IncFormLen: length of inclusion form, used for normalization
SkipFormLen: length of skipping form, used for normalization
IncLevel1: inclusion level for SAMPLE_1 replicates (comma separated) calculated from normalized counts
IncLevel2: inclusion level for SAMPLE_2 replicates (comma separated) calculated from normalized counts
IncLevelDifference: average(IncLevel1) - average(IncLevel2)
P-Value: Significance of splicing difference between two sample groups. (Only available if statistical model is on)
FDR: False Discovery Rate calculated from p-value. (Only available if statistical model is on)

fromGTF.AS_Event.txt all possible alternative splicing (AS) events derived from GTF and RNA.
ID: event id
GendID: ensembl gene id
geneSymbol: gene symbol
chr: chromosome
strand: strand of the gene
event coordinates: coordinates of the exons in the events, with multiple columns, different for each event type

JC.raw.input.AS_Event.txt evaluates splicing with only reads that span splicing junctions
IJC_SAMPLE_1: inclusion junction counts for SAMPLE_1, replicates are separated by comma
SJC_SAMPLE_1: skipping junction counts for SAMPLE_1, replicates are separated by comma
IJC_SAMPLE_2: inclusion junction counts for SAMPLE_2, replicates are separated by comma
SJC_SAMPLE_2: skipping junction counts for SAMPLE_2, replicates are separated by comma
IncFormLen: length of inclusion form, used for normalization
SkipFormLen: length of skipping form, used for normalization

JCEC.raw.input.AS_Event.txt evaluates splicing with reads that span splicing junctions and reads on target (striped regions on home page figure)
IC_SAMPLE_1: inclusion counts for SAMPLE_1, replicates are separated by comma
SC_SAMPLE_1: skipping counts for SAMPLE_1, replicates are separated by comma
IC_SAMPLE_2: inclusion counts for SAMPLE_2, replicates are separated by comma
SC_SAMPLE_2: skipping counts for SAMPLE_2, replicates are separated by comma
IncFormLen: length of inclusion form, used for normalization
SkipFormLen: length of skipping form, used for normalization

Alternative Splicing Events

rMATS analyzes skipped exon (SE), alternative 5' splice site (A5SS), alternative 3' splice site (A3SS), mutually exclusive exons (MXE), and retained intron (RI) events.
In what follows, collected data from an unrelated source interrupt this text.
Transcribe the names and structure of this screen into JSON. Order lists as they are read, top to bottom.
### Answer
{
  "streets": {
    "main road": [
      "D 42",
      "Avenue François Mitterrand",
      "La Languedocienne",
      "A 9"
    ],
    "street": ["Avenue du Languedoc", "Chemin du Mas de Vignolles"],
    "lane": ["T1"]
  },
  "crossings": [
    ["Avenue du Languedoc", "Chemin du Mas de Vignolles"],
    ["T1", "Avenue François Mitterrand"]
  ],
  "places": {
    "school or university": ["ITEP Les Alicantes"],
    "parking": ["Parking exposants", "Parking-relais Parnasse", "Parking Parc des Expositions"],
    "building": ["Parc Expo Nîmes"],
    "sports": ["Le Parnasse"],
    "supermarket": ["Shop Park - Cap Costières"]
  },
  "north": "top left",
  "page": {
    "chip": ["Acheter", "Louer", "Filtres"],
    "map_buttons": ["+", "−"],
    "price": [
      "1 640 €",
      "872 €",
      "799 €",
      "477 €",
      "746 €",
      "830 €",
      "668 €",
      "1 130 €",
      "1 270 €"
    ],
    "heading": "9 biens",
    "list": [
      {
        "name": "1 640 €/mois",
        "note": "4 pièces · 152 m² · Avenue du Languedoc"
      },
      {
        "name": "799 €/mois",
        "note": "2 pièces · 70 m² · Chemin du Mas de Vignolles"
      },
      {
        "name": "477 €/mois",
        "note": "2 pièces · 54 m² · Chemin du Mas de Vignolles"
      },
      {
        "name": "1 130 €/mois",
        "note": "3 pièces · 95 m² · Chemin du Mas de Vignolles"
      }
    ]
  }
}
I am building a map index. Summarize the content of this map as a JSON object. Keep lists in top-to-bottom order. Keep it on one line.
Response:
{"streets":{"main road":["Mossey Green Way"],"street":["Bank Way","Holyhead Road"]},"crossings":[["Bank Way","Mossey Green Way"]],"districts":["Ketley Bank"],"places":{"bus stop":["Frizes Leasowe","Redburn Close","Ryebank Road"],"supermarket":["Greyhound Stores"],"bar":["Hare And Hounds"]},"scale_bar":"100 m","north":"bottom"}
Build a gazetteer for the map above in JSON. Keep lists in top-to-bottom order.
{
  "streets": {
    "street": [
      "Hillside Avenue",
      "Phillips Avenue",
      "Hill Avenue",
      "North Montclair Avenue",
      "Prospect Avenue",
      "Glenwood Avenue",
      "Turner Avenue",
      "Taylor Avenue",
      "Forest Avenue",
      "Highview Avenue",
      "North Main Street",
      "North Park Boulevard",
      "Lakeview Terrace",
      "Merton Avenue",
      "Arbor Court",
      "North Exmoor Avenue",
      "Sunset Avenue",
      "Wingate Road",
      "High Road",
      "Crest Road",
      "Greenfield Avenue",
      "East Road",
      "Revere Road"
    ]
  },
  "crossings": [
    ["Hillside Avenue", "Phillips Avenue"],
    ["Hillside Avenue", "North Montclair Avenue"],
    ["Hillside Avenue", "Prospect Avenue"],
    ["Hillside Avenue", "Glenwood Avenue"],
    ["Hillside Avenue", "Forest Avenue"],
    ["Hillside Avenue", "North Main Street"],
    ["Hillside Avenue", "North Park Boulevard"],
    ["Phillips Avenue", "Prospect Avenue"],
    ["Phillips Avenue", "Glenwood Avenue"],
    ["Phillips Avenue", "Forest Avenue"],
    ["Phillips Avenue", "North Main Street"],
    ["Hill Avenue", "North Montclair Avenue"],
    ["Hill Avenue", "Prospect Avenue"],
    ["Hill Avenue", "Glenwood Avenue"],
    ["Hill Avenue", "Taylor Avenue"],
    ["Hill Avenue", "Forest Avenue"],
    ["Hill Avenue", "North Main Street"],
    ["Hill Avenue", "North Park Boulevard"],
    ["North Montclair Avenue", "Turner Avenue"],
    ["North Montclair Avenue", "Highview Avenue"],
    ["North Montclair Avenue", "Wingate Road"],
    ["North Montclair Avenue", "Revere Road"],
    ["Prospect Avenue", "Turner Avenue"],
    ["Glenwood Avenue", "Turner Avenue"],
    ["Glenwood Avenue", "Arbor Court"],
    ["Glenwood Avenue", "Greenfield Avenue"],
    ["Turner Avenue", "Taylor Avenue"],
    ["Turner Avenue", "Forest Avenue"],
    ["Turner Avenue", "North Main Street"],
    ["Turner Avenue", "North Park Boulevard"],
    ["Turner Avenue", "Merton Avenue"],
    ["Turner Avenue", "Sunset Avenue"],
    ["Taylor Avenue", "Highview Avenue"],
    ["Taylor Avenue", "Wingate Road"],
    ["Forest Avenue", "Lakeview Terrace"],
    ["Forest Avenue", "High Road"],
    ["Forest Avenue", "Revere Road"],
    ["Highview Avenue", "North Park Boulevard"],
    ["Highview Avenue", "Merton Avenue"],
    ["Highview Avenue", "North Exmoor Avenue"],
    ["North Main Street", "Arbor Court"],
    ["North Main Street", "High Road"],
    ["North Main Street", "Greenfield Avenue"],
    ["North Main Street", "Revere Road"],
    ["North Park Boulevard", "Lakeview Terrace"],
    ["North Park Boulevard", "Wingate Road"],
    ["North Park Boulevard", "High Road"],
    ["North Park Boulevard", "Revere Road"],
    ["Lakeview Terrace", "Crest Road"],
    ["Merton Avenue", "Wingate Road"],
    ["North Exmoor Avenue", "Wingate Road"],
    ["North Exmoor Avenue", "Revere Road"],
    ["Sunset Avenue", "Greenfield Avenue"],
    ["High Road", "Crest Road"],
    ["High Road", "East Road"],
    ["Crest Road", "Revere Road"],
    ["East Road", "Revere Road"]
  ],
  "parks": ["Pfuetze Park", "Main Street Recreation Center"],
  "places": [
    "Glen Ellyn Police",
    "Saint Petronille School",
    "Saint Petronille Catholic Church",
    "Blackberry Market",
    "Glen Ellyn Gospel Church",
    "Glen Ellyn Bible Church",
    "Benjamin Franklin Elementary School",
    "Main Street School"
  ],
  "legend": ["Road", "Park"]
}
Possible alternative splicing events are identified from the RNA-Seq data and annotation of transcripts in GTF format. The following is a list of provided GTF files:

Human, Homo sapiens (Ensembl or UCSC Known Genes)

Alternatively, you can download your own transcript annotation in GTF format. However, the first column (chromosome/contig name) in the GTF must match the sequence names in your STARindex.